Now, the other parts of that painting were inspired by rock ‘n roll music, believe it or not, and I think that’s why I wanted to put the word Rocks in there. It also had to do with my love for the Rock ‘n Coke music festival in Istanbul. I like the ad banners at rock festivals or events in general.  They’re often so standard looking and soulless, but there’s also a freshness to them. Like, just the word ROCKS is so simple and clean and fresh, and delightful to see on a banner. So I wanted to see it on that fabric above the print. And I wanted to see it in a specific reddish color, written in a specific way.  And right when I was thinking all this, Twitter was just taking off.  And I just couldn’t get over how ridiculous a concept Twitter was. It was yet another confirmation of how robotic, impersonal, and systematized human communication is getting, and so that word Twitter, and that weird blue Twitter Bird stuck in my head, and I think really I just wanted to see how well I could actually paint the Twitter logo on there freehand. I knew I could get close but I knew I’d be somewhat off, and I guess I wanted the mark of the human hand in there.  So of course you can say it’s making a comment, but the painting had such a long road to get to the point where it had Twitter written on it, that the Twitter comment was really just an afterthought rather than the driving force behind the painting.

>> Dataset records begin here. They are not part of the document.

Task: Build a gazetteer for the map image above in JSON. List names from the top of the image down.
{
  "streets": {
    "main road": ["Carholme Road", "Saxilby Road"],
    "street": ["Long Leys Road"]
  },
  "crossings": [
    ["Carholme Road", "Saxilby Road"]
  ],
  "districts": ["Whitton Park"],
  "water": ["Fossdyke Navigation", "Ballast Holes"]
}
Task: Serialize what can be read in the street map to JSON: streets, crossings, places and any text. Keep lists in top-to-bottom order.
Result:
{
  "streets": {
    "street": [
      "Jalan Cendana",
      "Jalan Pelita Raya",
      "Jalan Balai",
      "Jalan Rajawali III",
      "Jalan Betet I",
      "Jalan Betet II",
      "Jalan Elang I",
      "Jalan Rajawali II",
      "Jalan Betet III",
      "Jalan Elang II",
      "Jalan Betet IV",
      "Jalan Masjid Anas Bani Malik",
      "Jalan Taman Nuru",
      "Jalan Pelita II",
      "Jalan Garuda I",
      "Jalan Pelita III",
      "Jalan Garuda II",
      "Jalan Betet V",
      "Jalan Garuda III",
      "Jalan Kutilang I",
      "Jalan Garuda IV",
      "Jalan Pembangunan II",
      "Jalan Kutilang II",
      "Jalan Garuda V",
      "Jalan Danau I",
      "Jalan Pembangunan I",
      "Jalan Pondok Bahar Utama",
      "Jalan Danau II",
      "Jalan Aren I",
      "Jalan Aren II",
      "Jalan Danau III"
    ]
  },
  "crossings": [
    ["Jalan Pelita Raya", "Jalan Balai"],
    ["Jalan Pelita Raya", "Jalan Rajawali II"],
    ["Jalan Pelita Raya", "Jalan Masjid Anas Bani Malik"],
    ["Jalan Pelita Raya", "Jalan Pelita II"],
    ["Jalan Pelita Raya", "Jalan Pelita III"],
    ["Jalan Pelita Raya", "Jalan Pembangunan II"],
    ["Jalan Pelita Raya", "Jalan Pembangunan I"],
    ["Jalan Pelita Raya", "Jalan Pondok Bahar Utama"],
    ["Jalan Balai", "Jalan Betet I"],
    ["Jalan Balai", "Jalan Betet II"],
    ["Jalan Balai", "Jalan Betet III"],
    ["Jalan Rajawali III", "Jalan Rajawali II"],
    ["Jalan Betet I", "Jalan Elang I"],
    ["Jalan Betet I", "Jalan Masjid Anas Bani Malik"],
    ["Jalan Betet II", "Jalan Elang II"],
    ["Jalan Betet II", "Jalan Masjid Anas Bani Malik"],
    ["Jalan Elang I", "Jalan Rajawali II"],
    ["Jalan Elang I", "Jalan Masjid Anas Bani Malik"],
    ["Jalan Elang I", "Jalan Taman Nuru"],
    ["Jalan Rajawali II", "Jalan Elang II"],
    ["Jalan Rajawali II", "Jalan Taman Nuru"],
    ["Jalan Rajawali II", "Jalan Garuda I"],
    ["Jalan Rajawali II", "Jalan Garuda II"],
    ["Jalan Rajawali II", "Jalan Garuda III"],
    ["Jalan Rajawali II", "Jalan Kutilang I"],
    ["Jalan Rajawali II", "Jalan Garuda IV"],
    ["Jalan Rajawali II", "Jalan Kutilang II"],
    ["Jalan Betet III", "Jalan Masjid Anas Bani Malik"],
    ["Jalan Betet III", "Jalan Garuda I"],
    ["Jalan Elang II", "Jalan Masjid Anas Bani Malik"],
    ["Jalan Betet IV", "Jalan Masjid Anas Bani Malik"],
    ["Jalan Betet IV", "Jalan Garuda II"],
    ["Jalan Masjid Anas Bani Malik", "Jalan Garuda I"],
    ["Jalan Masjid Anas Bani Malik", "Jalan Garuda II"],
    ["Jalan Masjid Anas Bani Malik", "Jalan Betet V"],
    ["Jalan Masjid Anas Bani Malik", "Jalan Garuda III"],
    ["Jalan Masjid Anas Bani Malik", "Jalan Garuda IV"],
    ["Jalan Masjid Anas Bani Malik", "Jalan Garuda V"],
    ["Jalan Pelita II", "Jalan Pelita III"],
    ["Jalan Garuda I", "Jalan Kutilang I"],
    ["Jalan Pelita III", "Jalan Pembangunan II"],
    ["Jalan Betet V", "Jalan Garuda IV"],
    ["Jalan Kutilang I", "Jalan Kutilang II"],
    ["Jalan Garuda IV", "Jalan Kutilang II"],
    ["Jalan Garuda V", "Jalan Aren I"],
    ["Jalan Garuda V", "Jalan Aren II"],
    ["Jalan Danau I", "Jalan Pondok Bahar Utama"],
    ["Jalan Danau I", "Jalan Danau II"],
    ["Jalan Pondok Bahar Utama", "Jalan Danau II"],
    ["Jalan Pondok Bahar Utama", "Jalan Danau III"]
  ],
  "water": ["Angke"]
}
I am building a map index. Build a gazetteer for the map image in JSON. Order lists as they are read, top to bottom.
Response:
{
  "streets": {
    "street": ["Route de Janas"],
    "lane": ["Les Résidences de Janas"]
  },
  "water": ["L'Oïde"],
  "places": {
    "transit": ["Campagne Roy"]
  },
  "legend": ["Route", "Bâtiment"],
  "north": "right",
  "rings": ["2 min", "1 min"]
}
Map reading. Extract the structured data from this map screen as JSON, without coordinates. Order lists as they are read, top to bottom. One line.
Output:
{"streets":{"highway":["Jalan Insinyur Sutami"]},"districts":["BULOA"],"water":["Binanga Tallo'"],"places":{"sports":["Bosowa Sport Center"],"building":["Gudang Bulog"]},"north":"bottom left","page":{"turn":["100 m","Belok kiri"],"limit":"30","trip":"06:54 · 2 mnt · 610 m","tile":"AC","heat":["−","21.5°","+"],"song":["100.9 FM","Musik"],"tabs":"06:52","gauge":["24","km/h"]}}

Perhaps it was what the painting had been leading to the whole 8-9 years it was in the making, and I just wasn’t aware of it. For me, it’s about staying true to my desires on a gut experiential level.  I think that the human experience of going into that fabric shop while eating dry fish, and talking to a cigar-smoking guy about what fabrics I want, and about how ‘they just don’t make ‘em the way they used to,’ has everything to do with why I eventually wrote Twitter Rocks on that painting.  You can call it conceptual if you want, and I think that art can carry powerful political messages, but for me, if I start out with the intention for a painting to carry such a message, I’d be hopelessly lost.  I have to start out with no intention at all…just walk around and eat fish, and see what happens. Oh, and it just so happens that the printed image I ended up using in the Twitter painting is of a protest. Is it a protest of Twitter? Or does it just bring up the notion of protests in general? Perhaps, but remember that that image was chosen randomly and came into being only because I wanted to see fabric go under rollers, and then Twitter was written on it long after I had chosen to use the image. Perhaps I just don’t want to be aware of my intentions, because that way they stay true and come from a deep place that is beyond words and even thinking. It’s pure, and I like to think that art can be pure.

Ivan Liotchev
Ivan Liotchev, Untitled, 2010, acrylic on canvas and fabric, 97 x 290 cm

INTRODUCING: The last question is the essence of everything that we've been talking about. Why do you make art? What drives you?

Ivan: Uncertainty drives me. Fear drives me. And the longing for innocence which you can never get back once it’s lost. Perhaps I yearn for a state of innocence and beauty through my work, but please don’t hold me accountable for that, because if I had to be brutally honest, I have no clue why I make art. And yes, that is a cliché answer.